Model construction proceeded in four steps: (1) acquisition and merging of city‑wide LiDAR DEM with coastal bathymetry to produce a seamless 1‑m resolution elevation surface; (2) extraction of building footprints, heights, street widths, and underpass locations from open‑data portals, which were rasterized into the DEM as “building blocks” and “transparent corridors”; (3) definition of the sub‑grid hierarchy and assignment of high‑resolution topographic attributes to each parent cell; (4) solution of the shallow‑water equations on the parent grid while the sub‑grid supplies dynamically updated wetted‑area fractions for flux calculations.

The model was calibrated and validated against FEMA’s Maximum Inundation Extent for Hurricane Sandy. Two quantitative metrics were used: Mean Absolute Distance Error (MADE) between modeled and FEMA flood boundaries, and Percentage of Area Match (the proportion of overlapping flooded area). The initial configuration, which omitted building and underpass details, yielded a MADE of 38 m and an area match of 75 %. After incorporating building heights and rendering highway underpasses as permeable gaps, the MADE improved to 32 m and the area match rose to 80 %. This 6‑meter reduction in distance error and 5‑percentage‑point gain in spatial agreement demonstrate the substantial benefit of representing urban infrastructure in a sub‑grid context.

Error analysis identified three dominant sources of discrepancy: (i) missing building data in the New Jersey portion of the domain, leading to artificial flow barriers; (ii) underpasses that were represented as solid terrain in the DEM, erroneously blocking water that in reality passes beneath roadways; and (iii) differences in vertical datum between the DEM used for the model and the DEM underlying FEMA’s flood maps, causing systematic elevation offsets in low‑lying coastal zones. The study shows that even modest enhancements—adding a few thousand building polygons or correcting underpass elevations—can markedly improve flood extent predictions without a proportional increase in computational cost.

The authors argue that the sub‑grid method offers a cost‑effective pathway to high‑fidelity urban flood modeling. It retains the efficiency of coarse‑grid hydrodynamics while capturing sub‑cell heterogeneity critical for accurate water depth and extent estimates. Potential applications include real‑time flood warning systems, urban planning for climate‑resilient infrastructure, and scenario analysis for future sea‑level rise.
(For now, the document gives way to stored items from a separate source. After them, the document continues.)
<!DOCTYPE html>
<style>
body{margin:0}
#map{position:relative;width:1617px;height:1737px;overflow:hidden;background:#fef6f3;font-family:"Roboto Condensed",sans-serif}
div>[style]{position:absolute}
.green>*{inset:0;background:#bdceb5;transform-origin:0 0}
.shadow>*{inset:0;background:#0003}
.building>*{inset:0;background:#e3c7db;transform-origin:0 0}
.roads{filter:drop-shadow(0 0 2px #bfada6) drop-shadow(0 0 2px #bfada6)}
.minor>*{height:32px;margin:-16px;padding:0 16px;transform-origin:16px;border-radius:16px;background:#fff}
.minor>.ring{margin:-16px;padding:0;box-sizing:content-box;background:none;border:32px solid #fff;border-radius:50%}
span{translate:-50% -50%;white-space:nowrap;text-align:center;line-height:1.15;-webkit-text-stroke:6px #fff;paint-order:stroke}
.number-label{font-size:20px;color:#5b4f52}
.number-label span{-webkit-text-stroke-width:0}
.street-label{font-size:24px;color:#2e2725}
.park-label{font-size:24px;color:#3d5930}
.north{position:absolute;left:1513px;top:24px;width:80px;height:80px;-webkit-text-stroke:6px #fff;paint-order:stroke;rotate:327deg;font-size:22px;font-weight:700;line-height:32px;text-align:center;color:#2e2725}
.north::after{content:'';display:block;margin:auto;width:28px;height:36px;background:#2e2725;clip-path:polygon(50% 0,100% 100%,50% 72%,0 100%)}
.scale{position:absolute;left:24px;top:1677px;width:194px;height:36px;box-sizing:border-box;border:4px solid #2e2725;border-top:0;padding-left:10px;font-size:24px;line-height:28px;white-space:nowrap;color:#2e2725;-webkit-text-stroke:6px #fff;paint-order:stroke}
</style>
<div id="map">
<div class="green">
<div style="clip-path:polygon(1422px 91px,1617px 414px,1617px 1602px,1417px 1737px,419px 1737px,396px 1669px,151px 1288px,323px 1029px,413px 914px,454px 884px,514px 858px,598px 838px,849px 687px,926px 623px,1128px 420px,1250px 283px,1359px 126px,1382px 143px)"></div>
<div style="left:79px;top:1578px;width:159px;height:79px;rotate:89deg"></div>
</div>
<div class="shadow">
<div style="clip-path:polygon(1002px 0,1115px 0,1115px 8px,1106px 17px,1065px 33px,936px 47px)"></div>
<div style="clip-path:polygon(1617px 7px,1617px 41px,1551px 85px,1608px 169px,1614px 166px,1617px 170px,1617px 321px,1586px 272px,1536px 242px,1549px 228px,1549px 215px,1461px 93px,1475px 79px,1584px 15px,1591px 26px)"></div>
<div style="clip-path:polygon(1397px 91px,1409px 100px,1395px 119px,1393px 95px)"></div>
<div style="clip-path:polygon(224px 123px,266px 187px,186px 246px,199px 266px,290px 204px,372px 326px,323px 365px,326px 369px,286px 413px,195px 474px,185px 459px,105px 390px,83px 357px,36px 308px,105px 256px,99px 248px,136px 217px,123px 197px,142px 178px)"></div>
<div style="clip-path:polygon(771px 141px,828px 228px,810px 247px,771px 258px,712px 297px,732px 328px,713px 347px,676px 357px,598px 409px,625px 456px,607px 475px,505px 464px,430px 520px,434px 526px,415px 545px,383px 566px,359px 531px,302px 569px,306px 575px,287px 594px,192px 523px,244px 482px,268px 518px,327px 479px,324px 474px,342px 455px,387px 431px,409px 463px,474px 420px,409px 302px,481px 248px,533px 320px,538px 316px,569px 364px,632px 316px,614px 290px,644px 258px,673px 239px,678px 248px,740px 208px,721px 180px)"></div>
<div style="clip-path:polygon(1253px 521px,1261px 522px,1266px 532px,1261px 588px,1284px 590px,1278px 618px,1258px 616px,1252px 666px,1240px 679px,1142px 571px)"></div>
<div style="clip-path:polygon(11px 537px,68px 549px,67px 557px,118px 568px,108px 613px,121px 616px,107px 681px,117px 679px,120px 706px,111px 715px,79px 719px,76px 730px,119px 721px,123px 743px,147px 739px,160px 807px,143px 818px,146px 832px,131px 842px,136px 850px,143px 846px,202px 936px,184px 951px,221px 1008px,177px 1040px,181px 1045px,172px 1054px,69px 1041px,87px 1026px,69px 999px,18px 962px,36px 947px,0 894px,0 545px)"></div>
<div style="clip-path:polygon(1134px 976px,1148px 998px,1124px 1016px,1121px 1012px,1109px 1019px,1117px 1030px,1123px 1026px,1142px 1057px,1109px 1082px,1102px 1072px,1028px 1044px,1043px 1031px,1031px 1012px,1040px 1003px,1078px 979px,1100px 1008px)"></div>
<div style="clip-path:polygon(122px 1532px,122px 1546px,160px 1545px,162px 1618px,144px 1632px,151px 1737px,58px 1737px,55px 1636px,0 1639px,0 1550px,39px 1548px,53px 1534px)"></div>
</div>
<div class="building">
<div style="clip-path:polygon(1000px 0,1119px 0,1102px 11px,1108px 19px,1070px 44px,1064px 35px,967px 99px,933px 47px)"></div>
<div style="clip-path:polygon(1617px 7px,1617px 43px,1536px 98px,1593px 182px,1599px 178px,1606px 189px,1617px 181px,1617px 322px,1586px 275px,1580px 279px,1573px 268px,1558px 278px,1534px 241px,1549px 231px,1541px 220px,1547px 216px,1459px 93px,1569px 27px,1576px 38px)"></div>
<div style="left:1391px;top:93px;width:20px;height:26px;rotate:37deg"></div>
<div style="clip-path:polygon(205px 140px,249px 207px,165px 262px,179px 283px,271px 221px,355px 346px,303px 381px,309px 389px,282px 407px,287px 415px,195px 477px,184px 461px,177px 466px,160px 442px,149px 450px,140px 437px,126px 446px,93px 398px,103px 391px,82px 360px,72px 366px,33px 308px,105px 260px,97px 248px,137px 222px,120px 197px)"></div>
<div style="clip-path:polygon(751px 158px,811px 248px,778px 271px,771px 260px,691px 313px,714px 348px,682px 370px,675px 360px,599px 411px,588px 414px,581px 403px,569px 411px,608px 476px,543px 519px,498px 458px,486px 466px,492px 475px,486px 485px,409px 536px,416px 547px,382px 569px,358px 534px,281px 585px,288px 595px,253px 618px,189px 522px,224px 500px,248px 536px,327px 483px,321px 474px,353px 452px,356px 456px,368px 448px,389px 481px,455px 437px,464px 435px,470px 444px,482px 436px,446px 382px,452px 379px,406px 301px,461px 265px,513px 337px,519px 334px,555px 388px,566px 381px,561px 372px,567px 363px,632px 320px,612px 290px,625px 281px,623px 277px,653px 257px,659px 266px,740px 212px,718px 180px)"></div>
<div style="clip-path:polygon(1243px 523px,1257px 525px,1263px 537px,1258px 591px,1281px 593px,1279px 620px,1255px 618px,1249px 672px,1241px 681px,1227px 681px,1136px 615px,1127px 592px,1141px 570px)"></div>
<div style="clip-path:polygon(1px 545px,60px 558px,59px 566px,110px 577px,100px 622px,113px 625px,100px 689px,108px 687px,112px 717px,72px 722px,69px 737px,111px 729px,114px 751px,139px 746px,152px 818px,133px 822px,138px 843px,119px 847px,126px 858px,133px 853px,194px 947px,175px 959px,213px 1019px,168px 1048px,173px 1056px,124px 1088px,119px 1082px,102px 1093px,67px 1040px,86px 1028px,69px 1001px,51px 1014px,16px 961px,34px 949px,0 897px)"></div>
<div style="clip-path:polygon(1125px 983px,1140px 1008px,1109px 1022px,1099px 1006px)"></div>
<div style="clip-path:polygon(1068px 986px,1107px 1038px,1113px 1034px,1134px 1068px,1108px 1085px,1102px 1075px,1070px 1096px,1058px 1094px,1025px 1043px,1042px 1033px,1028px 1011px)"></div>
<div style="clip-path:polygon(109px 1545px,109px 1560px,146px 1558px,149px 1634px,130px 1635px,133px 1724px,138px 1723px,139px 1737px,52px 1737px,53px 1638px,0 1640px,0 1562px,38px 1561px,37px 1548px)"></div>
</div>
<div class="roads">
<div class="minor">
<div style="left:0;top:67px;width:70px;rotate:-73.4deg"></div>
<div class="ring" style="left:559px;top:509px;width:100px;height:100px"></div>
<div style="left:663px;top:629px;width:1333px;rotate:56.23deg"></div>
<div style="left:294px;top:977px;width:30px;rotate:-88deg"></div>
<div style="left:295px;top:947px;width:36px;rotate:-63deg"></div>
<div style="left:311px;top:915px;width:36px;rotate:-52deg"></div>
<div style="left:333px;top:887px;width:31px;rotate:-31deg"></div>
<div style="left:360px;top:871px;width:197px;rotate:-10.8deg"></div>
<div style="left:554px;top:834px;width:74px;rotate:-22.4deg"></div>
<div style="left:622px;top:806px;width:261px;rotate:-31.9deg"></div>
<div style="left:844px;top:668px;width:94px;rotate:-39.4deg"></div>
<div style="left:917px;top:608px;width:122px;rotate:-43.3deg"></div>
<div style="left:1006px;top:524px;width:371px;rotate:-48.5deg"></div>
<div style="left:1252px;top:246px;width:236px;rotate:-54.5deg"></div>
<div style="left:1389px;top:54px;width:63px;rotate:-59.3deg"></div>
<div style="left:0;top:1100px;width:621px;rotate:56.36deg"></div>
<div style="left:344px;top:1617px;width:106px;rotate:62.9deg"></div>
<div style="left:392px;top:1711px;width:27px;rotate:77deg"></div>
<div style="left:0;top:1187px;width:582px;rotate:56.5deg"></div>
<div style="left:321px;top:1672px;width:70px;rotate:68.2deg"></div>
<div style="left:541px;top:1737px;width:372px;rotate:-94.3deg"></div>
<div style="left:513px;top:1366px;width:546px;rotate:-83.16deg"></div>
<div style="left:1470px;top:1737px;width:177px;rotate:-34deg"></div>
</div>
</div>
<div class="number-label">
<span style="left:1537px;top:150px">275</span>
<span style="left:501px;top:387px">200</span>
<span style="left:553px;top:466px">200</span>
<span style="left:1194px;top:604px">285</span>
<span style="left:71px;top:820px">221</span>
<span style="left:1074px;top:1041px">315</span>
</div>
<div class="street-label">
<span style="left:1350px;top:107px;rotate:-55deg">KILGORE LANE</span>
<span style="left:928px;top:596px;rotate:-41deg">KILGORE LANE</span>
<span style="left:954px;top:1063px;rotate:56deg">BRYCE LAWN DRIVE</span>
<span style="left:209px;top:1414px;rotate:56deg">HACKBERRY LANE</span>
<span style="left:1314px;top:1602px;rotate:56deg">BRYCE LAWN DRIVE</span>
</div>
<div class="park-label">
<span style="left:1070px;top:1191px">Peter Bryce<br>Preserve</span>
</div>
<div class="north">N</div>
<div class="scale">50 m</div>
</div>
Future work is suggested in three areas: (1) automated pipelines for ingesting up‑to‑date LiDAR and bathymetric surveys; (2) extension of the sub‑grid to include subsurface networks such as storm‑drainage and subway tunnels; and (3) integration of machine‑learning techniques to quantify and correct model uncertainties. Overall, the paper demonstrates that precise representation of urban form—particularly buildings and underpasses—substantially enhances the predictive skill of storm‑surge models in densely built environments.